Remember that 2017 study by McKinsey that claimed that as many as 30% of global workers—some 800 million people—could be displaced by automation by 2030?
The threat that automation poses to humans, says Erik Brynjolfsson, director of the Stanford Digital Economy Lab and a senior fellow at Stanford University’s Institute for Human-Centered Artificial Intelligence, has been greatly exaggerated.
Brynjolfsson’s academic research and books examined our future working relationship with machines, and he continues to explore how advanced technologies, especially machine learning, change economies as well as workers’ jobs and lives.
In an interview with Workflow, Brynjolfsson shared his insights on these fast-evolving issues. Here are edited highlights of the conversation.
Give us an update on the big question: Are the robots still coming for our jobs?
I certainly don’t think that we’re facing mass unemployment or the end of work anytime soon. What we’re seeing is a massive transformation of work. There are multiple ways technology affects employment and wages. Substitution, or replacing a human with a machine, is the one most people focus on. But that’s just a small part of the story.
You can also use technology to complement humans, making them more valuable. There’s a lot of evidence throughout history that complementing has been more important than substituting. One way to see that is the fact wages have gone up over the past couple hundred years, implying that human labor has become more valuable, not less. A big part of that is because we have better tools to work with. You can do more with a bulldozer than with a shovel.
A third option is reengineering. Not just doing more with existing jobs, but inventing entirely new ones. In the long run, that’s probably the most important one.
How do we encourage more complementary human-machine teaming?
These choices can be made by CEOs and by engineers. I gave a keynote at the International Conference on Learning Representations, one of the main AI conferences, exhorting technologists to think about complementing rather than substituting.

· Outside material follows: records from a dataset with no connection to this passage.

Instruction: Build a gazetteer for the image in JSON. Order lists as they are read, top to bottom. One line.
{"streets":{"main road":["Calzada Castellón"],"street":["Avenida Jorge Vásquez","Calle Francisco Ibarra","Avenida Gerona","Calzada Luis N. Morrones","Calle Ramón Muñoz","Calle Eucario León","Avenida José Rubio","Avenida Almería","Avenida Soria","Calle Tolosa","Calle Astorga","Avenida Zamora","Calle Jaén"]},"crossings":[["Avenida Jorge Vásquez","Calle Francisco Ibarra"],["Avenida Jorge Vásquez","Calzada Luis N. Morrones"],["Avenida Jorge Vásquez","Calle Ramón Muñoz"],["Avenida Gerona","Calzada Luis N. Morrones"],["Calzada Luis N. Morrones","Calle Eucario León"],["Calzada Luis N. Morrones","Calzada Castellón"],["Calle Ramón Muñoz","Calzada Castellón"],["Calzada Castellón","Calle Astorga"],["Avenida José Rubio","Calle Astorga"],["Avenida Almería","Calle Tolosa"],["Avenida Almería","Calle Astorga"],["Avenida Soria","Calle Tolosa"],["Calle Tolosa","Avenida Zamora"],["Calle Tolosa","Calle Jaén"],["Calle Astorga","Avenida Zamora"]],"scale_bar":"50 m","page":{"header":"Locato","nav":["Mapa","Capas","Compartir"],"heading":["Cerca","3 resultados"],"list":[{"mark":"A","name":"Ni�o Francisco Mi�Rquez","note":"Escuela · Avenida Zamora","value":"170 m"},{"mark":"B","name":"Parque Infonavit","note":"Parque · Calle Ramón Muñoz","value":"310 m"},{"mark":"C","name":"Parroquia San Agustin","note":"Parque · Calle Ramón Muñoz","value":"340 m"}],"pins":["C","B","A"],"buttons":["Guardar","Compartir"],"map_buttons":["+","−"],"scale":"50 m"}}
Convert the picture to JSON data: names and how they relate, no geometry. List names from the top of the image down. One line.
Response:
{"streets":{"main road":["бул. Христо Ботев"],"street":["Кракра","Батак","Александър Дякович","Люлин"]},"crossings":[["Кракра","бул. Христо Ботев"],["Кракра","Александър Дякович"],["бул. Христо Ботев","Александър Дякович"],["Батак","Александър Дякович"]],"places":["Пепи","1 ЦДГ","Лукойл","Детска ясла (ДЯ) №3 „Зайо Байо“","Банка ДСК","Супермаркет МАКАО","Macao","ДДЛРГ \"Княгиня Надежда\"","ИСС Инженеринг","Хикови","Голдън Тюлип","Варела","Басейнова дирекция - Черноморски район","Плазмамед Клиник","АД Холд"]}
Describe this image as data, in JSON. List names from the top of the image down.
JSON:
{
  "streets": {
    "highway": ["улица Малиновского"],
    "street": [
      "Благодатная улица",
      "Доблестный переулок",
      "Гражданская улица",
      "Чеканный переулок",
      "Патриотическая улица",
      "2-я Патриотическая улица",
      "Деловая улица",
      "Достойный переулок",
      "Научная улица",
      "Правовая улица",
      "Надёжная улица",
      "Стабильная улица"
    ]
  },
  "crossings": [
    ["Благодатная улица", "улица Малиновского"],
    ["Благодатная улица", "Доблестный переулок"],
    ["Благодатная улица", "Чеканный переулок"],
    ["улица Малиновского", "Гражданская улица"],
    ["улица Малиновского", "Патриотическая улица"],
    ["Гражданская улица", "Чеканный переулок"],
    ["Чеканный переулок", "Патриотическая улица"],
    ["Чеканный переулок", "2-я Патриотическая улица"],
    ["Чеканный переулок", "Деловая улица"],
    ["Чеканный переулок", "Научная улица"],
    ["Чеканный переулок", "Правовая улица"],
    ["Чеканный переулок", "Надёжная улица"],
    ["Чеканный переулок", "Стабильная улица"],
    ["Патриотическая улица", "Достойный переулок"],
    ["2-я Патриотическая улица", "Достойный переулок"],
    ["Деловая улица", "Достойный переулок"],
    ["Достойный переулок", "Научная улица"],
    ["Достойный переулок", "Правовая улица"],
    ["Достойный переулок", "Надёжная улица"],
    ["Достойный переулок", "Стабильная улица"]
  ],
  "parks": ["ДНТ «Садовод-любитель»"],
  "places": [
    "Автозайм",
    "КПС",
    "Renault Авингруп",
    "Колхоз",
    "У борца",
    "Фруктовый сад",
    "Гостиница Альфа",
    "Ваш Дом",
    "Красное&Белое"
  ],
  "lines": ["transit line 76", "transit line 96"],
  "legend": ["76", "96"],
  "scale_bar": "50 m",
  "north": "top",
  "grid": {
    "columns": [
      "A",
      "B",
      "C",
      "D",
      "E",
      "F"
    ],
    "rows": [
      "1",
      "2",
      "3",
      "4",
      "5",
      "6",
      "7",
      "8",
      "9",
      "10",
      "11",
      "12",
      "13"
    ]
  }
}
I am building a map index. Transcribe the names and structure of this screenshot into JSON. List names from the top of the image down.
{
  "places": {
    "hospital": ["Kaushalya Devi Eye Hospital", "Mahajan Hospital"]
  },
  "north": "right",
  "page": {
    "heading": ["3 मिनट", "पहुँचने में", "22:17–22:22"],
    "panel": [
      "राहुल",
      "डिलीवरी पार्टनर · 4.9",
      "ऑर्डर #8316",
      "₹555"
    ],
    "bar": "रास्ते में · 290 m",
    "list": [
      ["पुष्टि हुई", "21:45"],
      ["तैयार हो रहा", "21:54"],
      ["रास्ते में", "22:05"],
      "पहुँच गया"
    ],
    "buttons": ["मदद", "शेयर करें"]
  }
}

But government policymakers also have a lot of influence. Right now we tax labor much more than we tax capital. One of the first laws of economics is when you tax something, you get less of it. So we are basically discouraging entrepreneurs from coming up with ways to use technology to employ people and encouraging them to substitute labor. It doesn’t seem like an intentional policy goal, but that’s what we’re doing.
What does the latest data say about which occupations automation puts most at risk?
My colleague Tom Mitchell and I looked at approximately 18,000 individual tasks related to 900 occupations, ranking each as to their suitability for machine learning. With the exception of airline pilots, who are pretty vulnerable to automation, low-wage occupations like cashier are more likely to have tasks that could be replaced by AI.
Every company has opportunities to use technology more widely, it’s just that some are leaping out ahead.
But while almost all of the jobs had some tasks suitable for machine learning, we did not find a single occupation where machine learning just ran the table and was able to perform every task. It doesn’t matter whether you’re a nursery school teacher, truck driver, radiologist, economist, whatever. Very few jobs will be entirely automated, but many will be transformed.
Which jobs are least likely to be automated?
There are three big categories. The first is creative work, out-of-box thinking that can’t be described by rules in advance. There’s a lot of work like that: design, inventing a new business or new product, a new piece of art or literature, scientific discovery. We don’t have machines that are good at those things.
The second is social/interpersonal skills. Most of us wouldn’t want a robot to teach nursery school or give a halftime pep talk to a soccer team. Persuading, selling, caring—all these are human skills that don’t require advanced degrees but do require high emotional intelligence.
The third category is fine motor skills. I’m a little less bullish on that one. Today if you go to a warehouse, you’ll see machines moving around the big things, but humans are still doing the pick and pack. How long that will continue, I don’t know. But the first two will be important for decades.
A recent study by researchers at Columbia and Berkeley found that larger firms that have invested heavily in AI enjoy the greatest growth. Do you concur?
Yes. We just released a paper on that topic. Most of the transformation is happening in the top 10% of firms, and that’s true across all industries, not just high tech. We’re getting this kind of ‘winner take most’ effect where a few firms are dominating the adoption of new technologies and seeing the biggest market gains from them.
[Read also The economic ROI of automation]
What separates leaders from the rest of the pack?
It’s more a matter of management taking action than of any inherent disadvantage. Every company has opportunities to use technology more widely, it’s just that some are leaping out ahead. This tends to happen a lot whenever there’s a diffusion of new opportunities.
Nine-tenths of the investment to transform a company is not in buying technology. It’s in organizational and human-capital change—reinventing processes, creating new business models, education, and training. The sooner the other companies act, the less likely they’ll get left behind.
What should we be concerned about when it comes to automation?
I don’t see AI replacing most jobs. There’s way too much work that needs to be done that only humans can do. But a common mistake made by CEOs, policymakers, and ordinary citizens is to hold onto the old jobs. America has never been successful by trying to stay in one place. The focus needs to be on reskilling towards new jobs and having a flexible enough workforce to make that happen. The more people try to hold onto old jobs, the worse off the economy will be in the long run.